WHAT NEEDS TO BE DONE:
Copy the data precisely, keeping every character.

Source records
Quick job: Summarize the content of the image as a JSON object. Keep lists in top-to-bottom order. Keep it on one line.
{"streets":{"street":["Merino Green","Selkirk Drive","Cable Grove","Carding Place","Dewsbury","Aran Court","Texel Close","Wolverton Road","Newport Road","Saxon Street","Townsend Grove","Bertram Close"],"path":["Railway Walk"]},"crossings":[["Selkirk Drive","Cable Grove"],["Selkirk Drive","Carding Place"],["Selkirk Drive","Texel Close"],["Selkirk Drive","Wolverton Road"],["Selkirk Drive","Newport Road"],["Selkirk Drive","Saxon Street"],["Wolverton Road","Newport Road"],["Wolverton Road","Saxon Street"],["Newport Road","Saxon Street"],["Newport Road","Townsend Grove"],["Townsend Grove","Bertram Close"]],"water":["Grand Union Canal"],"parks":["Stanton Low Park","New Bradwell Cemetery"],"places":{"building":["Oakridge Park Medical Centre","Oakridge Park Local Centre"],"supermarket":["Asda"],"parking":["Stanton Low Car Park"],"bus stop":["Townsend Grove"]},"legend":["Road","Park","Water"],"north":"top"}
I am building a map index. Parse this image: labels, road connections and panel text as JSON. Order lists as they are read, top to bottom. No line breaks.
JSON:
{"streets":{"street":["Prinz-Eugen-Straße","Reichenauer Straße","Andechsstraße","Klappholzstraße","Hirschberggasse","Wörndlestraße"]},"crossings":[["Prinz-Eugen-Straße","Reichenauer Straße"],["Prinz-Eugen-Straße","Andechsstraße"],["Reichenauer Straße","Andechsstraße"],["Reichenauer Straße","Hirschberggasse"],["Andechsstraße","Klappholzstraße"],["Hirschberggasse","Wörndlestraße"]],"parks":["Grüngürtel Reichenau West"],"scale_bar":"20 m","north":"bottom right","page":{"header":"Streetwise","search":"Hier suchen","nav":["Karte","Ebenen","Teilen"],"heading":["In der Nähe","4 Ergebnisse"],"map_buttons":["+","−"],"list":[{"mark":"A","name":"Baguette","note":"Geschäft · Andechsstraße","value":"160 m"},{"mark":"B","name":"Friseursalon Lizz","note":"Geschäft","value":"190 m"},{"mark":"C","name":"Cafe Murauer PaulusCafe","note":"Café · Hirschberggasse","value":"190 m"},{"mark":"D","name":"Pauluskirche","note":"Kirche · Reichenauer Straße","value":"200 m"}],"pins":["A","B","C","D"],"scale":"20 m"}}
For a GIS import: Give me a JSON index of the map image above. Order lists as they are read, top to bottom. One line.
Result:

REPLY:
Quick job: Summarize the content of the image as a JSON object. Keep lists in top-to-bottom order. Keep it on one line.
{"streets":{"street":["Merino Green","Selkirk Drive","Cable Grove","Carding Place","Dewsbury","Aran Court","Texel Close","Wolverton Road","Newport Road","Saxon Street","Townsend Grove","Bertram Close"],"path":["Railway Walk"]},"crossings":[["Selkirk Drive","Cable Grove"],["Selkirk Drive","Carding Place"],["Selkirk Drive","Texel Close"],["Selkirk Drive","Wolverton Road"],["Selkirk Drive","Newport Road"],["Selkirk Drive","Saxon Street"],["Wolverton Road","Newport Road"],["Wolverton Road","Saxon Street"],["Newport Road","Saxon Street"],["Newport Road","Townsend Grove"],["Townsend Grove","Bertram Close"]],"water":["Grand Union Canal"],"parks":["Stanton Low Park","New Bradwell Cemetery"],"places":{"building":["Oakridge Park Medical Centre","Oakridge Park Local Centre"],"supermarket":["Asda"],"parking":["Stanton Low Car Park"],"bus stop":["Townsend Grove"]},"legend":["Road","Park","Water"],"north":"top"}
I am building a map index. Parse this image: labels, road connections and panel text as JSON. Order lists as they are read, top to bottom. No line breaks.
JSON:
{"streets":{"street":["Prinz-Eugen-Straße","Reichenauer Straße","Andechsstraße","Klappholzstraße","Hirschberggasse","Wörndlestraße"]},"crossings":[["Prinz-Eugen-Straße","Reichenauer Straße"],["Prinz-Eugen-Straße","Andechsstraße"],["Reichenauer Straße","Andechsstraße"],["Reichenauer Straße","Hirschberggasse"],["Andechsstraße","Klappholzstraße"],["Hirschberggasse","Wörndlestraße"]],"parks":["Grüngürtel Reichenau West"],"scale_bar":"20 m","north":"bottom right","page":{"header":"Streetwise","search":"Hier suchen","nav":["Karte","Ebenen","Teilen"],"heading":["In der Nähe","4 Ergebnisse"],"map_buttons":["+","−"],"list":[{"mark":"A","name":"Baguette","note":"Geschäft · Andechsstraße","value":"160 m"},{"mark":"B","name":"Friseursalon Lizz","note":"Geschäft","value":"190 m"},{"mark":"C","name":"Cafe Murauer PaulusCafe","note":"Café · Hirschberggasse","value":"190 m"},{"mark":"D","name":"Pauluskirche","note":"Kirche · Reichenauer Straße","value":"200 m"}],"pins":["A","B","C","D"],"scale":"20 m"}}
For a GIS import: Give me a JSON index of the map image above. Order lists as they are read, top to bottom. One line.
Result:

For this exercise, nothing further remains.